I noticed the fantail pigeons nowadays getting bigger and bigger...Here in the UK, people seems think the bigger the better, the small ones are considered as poor quality. although I kinda disagree.

Recently I purchased two pair of indian fantail. When they arrived, I was shocked how tiny they are. Although they all have very big tails, their body size are smaller than those of my American fantail. I noticed there is a breed called mini inidan fantail.. I checked their website, it said the body height should be less than 7 inch. 

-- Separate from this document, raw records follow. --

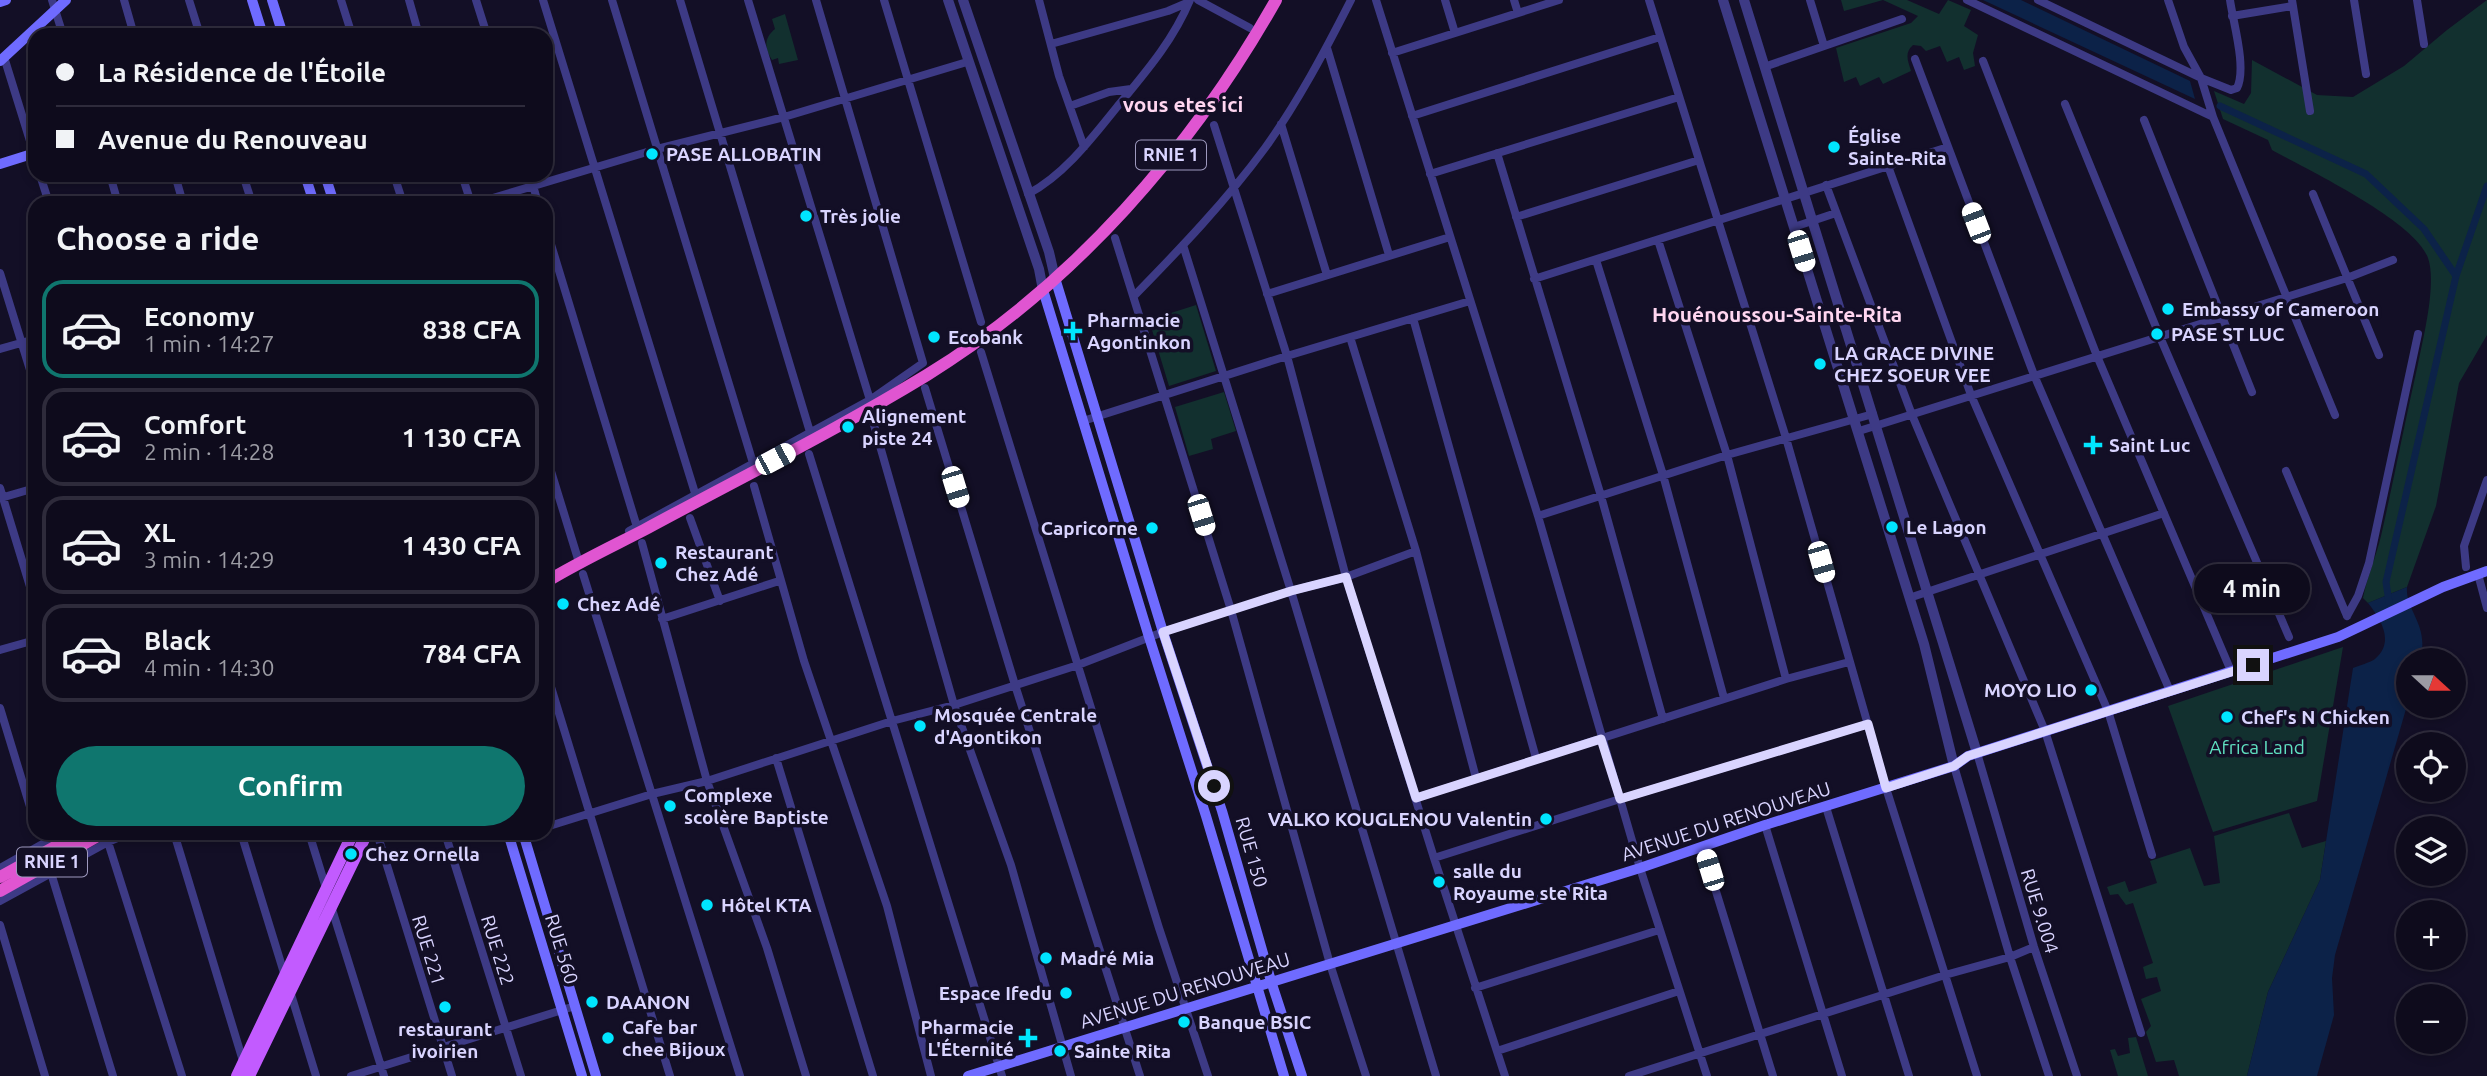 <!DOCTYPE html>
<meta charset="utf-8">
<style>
body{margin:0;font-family:Ubuntu,sans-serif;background:#171425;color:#f1f3f6;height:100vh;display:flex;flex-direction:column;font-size:26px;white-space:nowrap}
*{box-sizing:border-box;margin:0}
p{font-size:23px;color:#9b9ba3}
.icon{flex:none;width:38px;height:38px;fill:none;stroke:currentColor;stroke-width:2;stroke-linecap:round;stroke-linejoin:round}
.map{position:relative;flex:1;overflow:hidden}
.sheet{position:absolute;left:28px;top:196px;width:525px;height:644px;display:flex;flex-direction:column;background:#0e0b1c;border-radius:21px;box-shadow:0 4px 10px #0003,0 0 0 2px #2e2b3b}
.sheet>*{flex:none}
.guide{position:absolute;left:28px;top:28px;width:525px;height:154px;border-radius:21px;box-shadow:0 4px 10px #0003,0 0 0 2px #2e2b3b;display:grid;align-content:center;height:154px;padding:0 28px;background:#0e0b1c}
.needle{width:46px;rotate:111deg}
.controls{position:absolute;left:2396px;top:648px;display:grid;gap:14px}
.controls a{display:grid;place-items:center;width:70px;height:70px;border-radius:50%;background:#0e0b1c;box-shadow:0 4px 10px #0003,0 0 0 2px #2e2b3b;font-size:35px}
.end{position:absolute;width:32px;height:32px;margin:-16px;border:9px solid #d9d4ff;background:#111;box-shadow:0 0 0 4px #111}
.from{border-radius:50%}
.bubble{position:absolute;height:49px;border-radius:24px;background:#0e0b1c;box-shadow:0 4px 10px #0003,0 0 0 2px #2e2b3b;font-size:23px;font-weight:700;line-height:49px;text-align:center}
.car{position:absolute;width:21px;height:42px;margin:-21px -10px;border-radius:9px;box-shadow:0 0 5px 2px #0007;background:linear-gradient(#fff 24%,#345 0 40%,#fff 0 76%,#345 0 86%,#fff 0)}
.guide b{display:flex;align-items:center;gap:24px;height:66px;font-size:26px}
.guide b+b{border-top:2px solid #2e2b3b}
.guide i{width:18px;height:18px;background:#f1f3f6}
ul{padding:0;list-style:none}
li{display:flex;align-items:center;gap:21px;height:98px;margin:0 14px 10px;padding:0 14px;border:4px solid #2e2b3b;border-radius:21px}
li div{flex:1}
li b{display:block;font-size:26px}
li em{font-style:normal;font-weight:700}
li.active{border-color:#0f766e}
li>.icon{width:63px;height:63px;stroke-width:1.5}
h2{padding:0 28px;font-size:32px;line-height:84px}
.primary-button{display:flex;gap:14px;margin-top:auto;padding:14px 28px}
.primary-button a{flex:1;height:80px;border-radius:42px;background:#0f766e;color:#fff;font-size:28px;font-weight:700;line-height:80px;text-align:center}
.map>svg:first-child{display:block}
.green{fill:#12302f}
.water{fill:#0c2248}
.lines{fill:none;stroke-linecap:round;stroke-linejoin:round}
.canal{stroke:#0c2248;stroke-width:7}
.minor{stroke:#3d3a85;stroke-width:8}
.tertiary{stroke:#3d3a85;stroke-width:10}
.secondary{stroke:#6f6bff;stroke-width:10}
.primary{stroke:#c25bff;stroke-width:12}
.trunk{stroke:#e055d1;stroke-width:12}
.route{stroke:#d9d4ff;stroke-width:9}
.poi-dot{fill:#00e5ff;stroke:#130f26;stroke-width:2.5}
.labels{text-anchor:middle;stroke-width:7;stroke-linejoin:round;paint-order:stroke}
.shield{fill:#130f26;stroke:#9e99be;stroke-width:2}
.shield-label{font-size:18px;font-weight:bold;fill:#d9d4ff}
.poi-label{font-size:19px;font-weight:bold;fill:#d9d4ff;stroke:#130f26;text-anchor:start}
.park-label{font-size:19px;fill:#5fe0c0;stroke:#130f26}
.street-label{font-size:19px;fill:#d9d4ff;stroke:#130f26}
.neighbourhood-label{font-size:21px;font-weight:bold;fill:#ffd6f0;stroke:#130f26}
</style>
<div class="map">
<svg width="2487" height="1076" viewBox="0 0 2487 1076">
<rect width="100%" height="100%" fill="#130f26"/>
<path class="green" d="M1841 0H1907L1939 14 1948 0 1971 10 1964 26 1978 35 1973 53 1975 66 1964 70 1959 57 1947 62 1940 46 1926 51 1921 46 1913 45C1904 53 1908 61 1911 71L1883 84 1879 77 1860 86 1856 77 1844 82 1836 48 1911 23 1918 16 1883 0 1844 11Z
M2487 0V335L2459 383 2436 506 2407 587 2368 603 2363 598C2367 577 2376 557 2381 536 2394 479 2405 421 2418 364 2423 339 2437 283 2428 258 2415 221 2308 170 2272 150L2268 140 2223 119 2214 91 2244 104 2251 93 2252 60 2317 95 2353 97 2404 66 2447 30Z
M785 14 798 60 779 64 778 58 772 60C764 48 764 38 775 29L772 19Z
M1196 305 1216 371 1169 386 1149 320Z
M1224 392 1236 431 1211 439 1213 449 1189 456 1175 407Z
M2343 647 2317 801 2213 832 2168 706Z
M2289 813 2302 848 2326 841 2320 880 2268 992 2247 1076H2179L2174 1060 2156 1062 2146 1032 2151 1026 2141 999 2161 991 2157 977 2146 979 2143 967 2153 963 2133 903 2126 905 2118 894 2110 895 2107 887 2125 881 2129 892 2157 883 2150 861 2190 848 2204 886 2220 883 2214 836Z
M2136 1037 2148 1076H2118L2110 1050 2115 1049 2118 1056 2130 1053 2128 1038Z"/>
<path class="water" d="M1983 0H2021L2190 81 2195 99Z
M2407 587C2405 611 2430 625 2420 660H2408V702L2335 955 2332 978 2334 1015 2317 1076H2247L2268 992 2320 880 2353 668C2360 665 2369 663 2375 659 2395 642 2381 619 2368 603Z"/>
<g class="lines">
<path class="canal" d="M2220 106 2366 174 2424 229 2456 276
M2389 602 2386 582 2456 276 2487 186"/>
<path class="minor" d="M52 0 63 35
M124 0 134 35
M189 0 200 35
M341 0 352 35
M409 0 419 35
M476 0 487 35
M543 0 695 493
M612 0 753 463
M680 0 810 432
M748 0 870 400
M884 0 981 322
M1039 0 1059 76 1084 147
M1198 0 1250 28
M1376 0 1538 516 1640 868 1707 1076
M1445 0 1455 33
M1514 0 1518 13
M1649 0 1786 438 1886 788 1977 1076
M1810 0 1824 46
M1967 0 2213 117
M2038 0 2201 78 2231 90 2237 88C2247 68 2233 22 2230 0
M2168 0 2184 47 2201 78 2213 117 2335 415
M2292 0 2310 111
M2354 0 2366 74
M2417 0 2424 44
M2232 16 2293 6
M1051 44 1168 11 1189 2
M1327 48 1389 255
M1392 53 1559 0
M4 57 35 157
M1915 59 2034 375 2170 691
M1983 61 2097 356 2231 671
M1764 67 1902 19
M2065 104 2160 337 2289 637
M1070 106 1109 92 1131 89
M1412 116 1660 37
M2144 120 2252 392
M1281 124 1327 275
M1214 125 1287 356 1346 577 1434 858 1505 1076
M1497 153 1601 496 1663 719
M1888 166 1971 395 2108 711 2152 855
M1430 174 1679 97
M40 175 49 203
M110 175 118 203
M175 175 183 203
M243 175 252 203
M394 175 403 203
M462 175 471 203
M530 175 538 203
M1826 185 1912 415 2045 731 2141 1033
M1028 194C1064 175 1092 138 1117 107 1145 73 1173 41 1190 0
M2313 194 2379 355
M476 203 657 149 784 117 967 62
M1516 217 1699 160
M1794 227 1836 213
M546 228 637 527
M1115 238 1231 610 1330 964 1366 1076
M1658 240 1727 455 1786 679
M1183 245 1291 591 1436 1076
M1596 260 1663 475 1724 698
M0 273 35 386
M1534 279 1948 147
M1267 294 1450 237
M1134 296C1180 249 1226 201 1265 148 1298 102 1325 51 1351 0
M1413 318 1536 758
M1350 337 1416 551 1476 778
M0 349 35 339
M981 352 1159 928 1208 1076
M925 388 1015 685 1140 1076
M872 418 954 705 1011 865 1071 1076
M1083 421 1287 356 1470 301
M1859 431 2347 278 2393 260
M809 454 1002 1076
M546 455 578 559
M2286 471 2347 616
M754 486 804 661 887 906 931 1076
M0 488 35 603
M1 498 35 488
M1538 516 1727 455 1873 414
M690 518 720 601
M629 531 870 400 923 363 816 0
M642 543 707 781 767 948 806 1076
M2466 567 2464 546 2487 480
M583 574 740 1076
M2478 574 2487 608
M1909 598 2164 513
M2347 616 2358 596 2369 563 2418 334
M662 619 779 581
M0 650 35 640
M546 677 551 687 670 1076
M0 708 35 823
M1977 753 2034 947 2077 1076
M776 758 873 1076
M1954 766 2010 957 2049 1076
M1416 798 1786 679 1849 662
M1826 807 1909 1076
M1765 825 1842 1076
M546 827 652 794 707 781 892 721 954 705 1078 665 1163 632 1291 591 1346 577 1416 551
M174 833 243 1061
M241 833 284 973
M309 833 326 888
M377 833 452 1076
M445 833 521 1076
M108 842 182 1076
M1702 846 1773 1076
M1434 858 1620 799 1868 724
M0 868 62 833
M51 873 113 1076
M0 901 108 842 129 833
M331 906 384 1076
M0 925 45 1076
M1475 988 1659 930
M290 991 316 1076
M1497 1051 1679 991
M351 1076 575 1006
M1629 1076 1945 975 2010 957 2034 947"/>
<path class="tertiary" d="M948 0 1039 269 1043 290
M963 0 1049 252 1055 278
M1723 0 1924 644 1954 766
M1744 0 1977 753"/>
<path class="secondary" d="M252 0 263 35
M272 0 283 35
M0 2 6 0
M0 61 66 0
M0 164 35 153
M305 175 314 203
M325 175 334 203
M1055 278 1163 632 1222 811 1271 981 1302 1076
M1043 290 1149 637 1206 816 1284 1076
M508 833 582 1076
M523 833 596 1076
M968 1076 1640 868 1765 825 1954 766 1968 756 2338 637 2443 587 2487 571"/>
<path class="primary" d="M237 1076 353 833
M249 1076 367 833"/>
<path class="trunk" d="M546 582C577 563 611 547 644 530 738 479 835 431 927 375 1073 285 1192 149 1276 0
M0 877 80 833
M0 891 103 833"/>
</g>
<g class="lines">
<path class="route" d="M1214 786 1163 632 1291 591 1346 577 1416 798 1601 739 1620 799 1868 724 1886 788 1954 766 1968 756 2253 665"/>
</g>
<g class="poi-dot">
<circle cx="1834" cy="147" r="7"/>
<circle cx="652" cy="154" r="7"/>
<circle cx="806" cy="216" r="7"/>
<circle cx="2168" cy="309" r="7"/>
<path d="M1069.5 320.5h7v7h7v7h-7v7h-7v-7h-7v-7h7z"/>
<circle cx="2157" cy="334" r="7"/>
<circle cx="934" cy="337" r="7"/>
<circle cx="1820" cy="364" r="7"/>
<circle cx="848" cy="427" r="7"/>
<path d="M2089.5 434.5h7v7h7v7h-7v7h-7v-7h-7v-7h7z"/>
<circle cx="1892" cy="527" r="7"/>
<circle cx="1152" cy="528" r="7"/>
<circle cx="661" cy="563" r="7"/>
<circle cx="563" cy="604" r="7"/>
<circle cx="2091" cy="690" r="7"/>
<circle cx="2227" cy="717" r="7"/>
<circle cx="920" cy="726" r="7"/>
<circle cx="670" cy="806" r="7"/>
<circle cx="1546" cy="819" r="7"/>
<circle cx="351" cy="854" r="7"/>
<circle cx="1439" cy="882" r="7"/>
<circle cx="707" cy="905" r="7"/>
<circle cx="1046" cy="958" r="7"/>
<circle cx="1066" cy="993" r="7"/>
<circle cx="592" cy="1002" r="7"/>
<circle cx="445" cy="1007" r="7"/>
<circle cx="1184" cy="1022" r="7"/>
<circle cx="608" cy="1038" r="7"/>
<path d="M1024.5 1027.5h7v7h7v7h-7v7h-7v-7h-7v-7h7z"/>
<circle cx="1060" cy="1051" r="7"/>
</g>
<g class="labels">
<g class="shield">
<rect x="1136" y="140.5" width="70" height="29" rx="5"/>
<rect x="17" y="847.5" width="70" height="29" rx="5"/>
</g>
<g class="shield-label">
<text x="1171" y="161">RNIE 1</text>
<text x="52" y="868">RNIE 1</text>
</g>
<g class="poi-label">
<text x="1848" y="143">Église<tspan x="1848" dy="22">Sainte-Rita</tspan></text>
<text x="666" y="161">PASE ALLOBATIN</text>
<text x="820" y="223">Très jolie</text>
<text x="2182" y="316">Embassy of Cameroon</text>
<text x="1087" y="327">Pharmacie<tspan x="1087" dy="22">Agontinkon</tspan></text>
<text x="2171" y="341">PASE ST LUC</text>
<text x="948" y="344">Ecobank</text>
<text x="1834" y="360">LA GRACE DIVINE<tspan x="1834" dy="22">CHEZ SOEUR VEE</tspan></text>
<text x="862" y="423">Alignement<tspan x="862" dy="22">piste 24</tspan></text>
<text x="2109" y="452">Saint Luc</text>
<text x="1906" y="534">Le Lagon</text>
<text x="1138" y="535" text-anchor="end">Capricorne</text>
<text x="675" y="559">Restaurant<tspan x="675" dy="22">Chez Adé</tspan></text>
<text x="577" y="611">Chez Adé</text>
<text x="2077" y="697" text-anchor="end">MOYO LIO</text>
<text x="934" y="722">Mosquée Centrale<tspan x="934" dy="22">d'Agontikon</tspan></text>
<text x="2241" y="724">Chef's N Chicken</text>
<text x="684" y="802">Complexe<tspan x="684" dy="22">scolère Baptiste</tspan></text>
<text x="1532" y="826" text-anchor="end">VALKO KOUGLENOU Valentin</text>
<text x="365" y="861">Chez Ornella</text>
<text x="1453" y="878">salle du<tspan x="1453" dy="22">Royaume ste Rita</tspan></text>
<text x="721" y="912">Hôtel KTA</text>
<text x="1060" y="965">Madré Mia</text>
<text x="1052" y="1000" text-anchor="end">Espace Ifedu</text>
<text x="606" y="1009">DAANON</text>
<text x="1198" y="1029">Banque BSIC</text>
<text x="622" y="1034">Cafe bar<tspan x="622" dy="22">chee Bijoux</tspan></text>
<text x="1014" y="1034" text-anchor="end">Pharmacie<tspan x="1014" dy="22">L'Éternité</tspan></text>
<text x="445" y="1036" text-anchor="middle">restaurant<tspan x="445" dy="22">ivoirien</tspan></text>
<text x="1074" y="1058">Sainte Rita</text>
</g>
<g class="park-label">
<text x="2257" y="754">Africa Land</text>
</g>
<g class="street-label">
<text transform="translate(1726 821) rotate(-18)" y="7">AVENUE DU RENOUVEAU</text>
<text transform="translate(1252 852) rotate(74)" y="7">RUE 150</text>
<text transform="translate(2040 911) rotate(73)" y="7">RUE 9.004</text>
<text transform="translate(562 949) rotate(73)" y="7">RUE 560</text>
<text transform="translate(429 950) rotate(73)" y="7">RUE 221</text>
<text transform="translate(498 950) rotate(73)" y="7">RUE 222</text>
<text transform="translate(1185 990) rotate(-17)" y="7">AVENUE DU RENOUVEAU</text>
</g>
<g class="neighbourhood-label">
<text x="1183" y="112">vous etes ici</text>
<text x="1777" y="322">Houénoussou-Sainte-Rita</text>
</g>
</g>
</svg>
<div class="controls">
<a><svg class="needle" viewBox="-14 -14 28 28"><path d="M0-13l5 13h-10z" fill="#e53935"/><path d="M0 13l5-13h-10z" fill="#9b9ba3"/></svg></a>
<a><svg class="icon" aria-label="locate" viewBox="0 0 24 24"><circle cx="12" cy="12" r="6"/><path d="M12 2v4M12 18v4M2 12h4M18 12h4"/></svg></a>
<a><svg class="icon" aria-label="layers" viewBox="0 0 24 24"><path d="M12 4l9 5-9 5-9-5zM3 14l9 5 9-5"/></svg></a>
<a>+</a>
<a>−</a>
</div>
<i class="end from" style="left:1214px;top:786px"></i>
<i class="end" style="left:2253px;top:665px"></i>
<div class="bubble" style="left:2194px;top:564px;width:116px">4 min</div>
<i class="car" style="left:1976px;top:223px;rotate:339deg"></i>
<i class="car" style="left:1801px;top:251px;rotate:163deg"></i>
<i class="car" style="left:775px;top:459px;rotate:62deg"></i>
<i class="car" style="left:955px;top:487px;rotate:163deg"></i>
<i class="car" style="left:1201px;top:515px;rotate:163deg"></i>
<i class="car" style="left:1821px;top:562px;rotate:164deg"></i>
<i class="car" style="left:1710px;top:870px;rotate:343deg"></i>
<div class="guide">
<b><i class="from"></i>La Résidence de l'Étoile</b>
<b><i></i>Avenue du Renouveau</b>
</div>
<section class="sheet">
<h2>Choose a ride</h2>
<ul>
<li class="active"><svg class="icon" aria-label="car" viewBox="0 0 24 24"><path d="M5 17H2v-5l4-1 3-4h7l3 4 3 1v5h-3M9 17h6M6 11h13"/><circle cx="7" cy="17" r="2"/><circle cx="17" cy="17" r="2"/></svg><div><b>Economy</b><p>1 min · 14:27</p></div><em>838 CFA</em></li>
<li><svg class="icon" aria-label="car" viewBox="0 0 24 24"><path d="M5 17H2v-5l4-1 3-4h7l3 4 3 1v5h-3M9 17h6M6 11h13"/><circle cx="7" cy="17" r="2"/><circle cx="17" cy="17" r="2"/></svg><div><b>Comfort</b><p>2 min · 14:28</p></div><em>1 130 CFA</em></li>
<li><svg class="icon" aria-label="car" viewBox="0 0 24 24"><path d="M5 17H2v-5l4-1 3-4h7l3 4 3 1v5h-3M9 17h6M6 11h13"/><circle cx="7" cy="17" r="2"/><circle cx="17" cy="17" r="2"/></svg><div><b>XL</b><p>3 min · 14:29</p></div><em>1 430 CFA</em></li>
<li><svg class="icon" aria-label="car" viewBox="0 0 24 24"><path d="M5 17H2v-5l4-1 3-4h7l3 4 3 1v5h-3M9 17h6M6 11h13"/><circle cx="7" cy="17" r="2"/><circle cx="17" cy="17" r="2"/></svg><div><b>Black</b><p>4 min · 14:30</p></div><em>784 CFA</em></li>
</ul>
<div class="primary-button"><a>Confirm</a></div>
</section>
</div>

I checked these two pairs, they are around 6 inch tall, so does this mean they are mini indian fantail? or just normal fantail poor quality?


----------



## Woodnative (Jul 4, 2010)

I don't personally keep mindians or indians but I like them and am surprised there has been no response here. The mindians were developed for just the reasons you mentioned....some folks like Indians but feel they have become too big. They have used smaller sized Indians and even crossed in other breeds to try to create the Mindian. Because the Mindian is new and still in development there is still a lot of variability in the breeder's birds. Your birds certainly sound good to use in a Mindian project.


----------



## dingweding (Jun 2, 2012)

Thanks for getting back to me. I heard from a breeder, if you breeder from same blood again and again, the bird will get smaller and smaller, which is why they cross breed to new blood to keep the size of it... So I am bit confused.. maybe these two pairs I got are this kind of poor quality or just I am just lucky?


----------



## boneyrajan.k (Jul 15, 2010)

Do share a picture,then only we will be able to comment on the quality


----------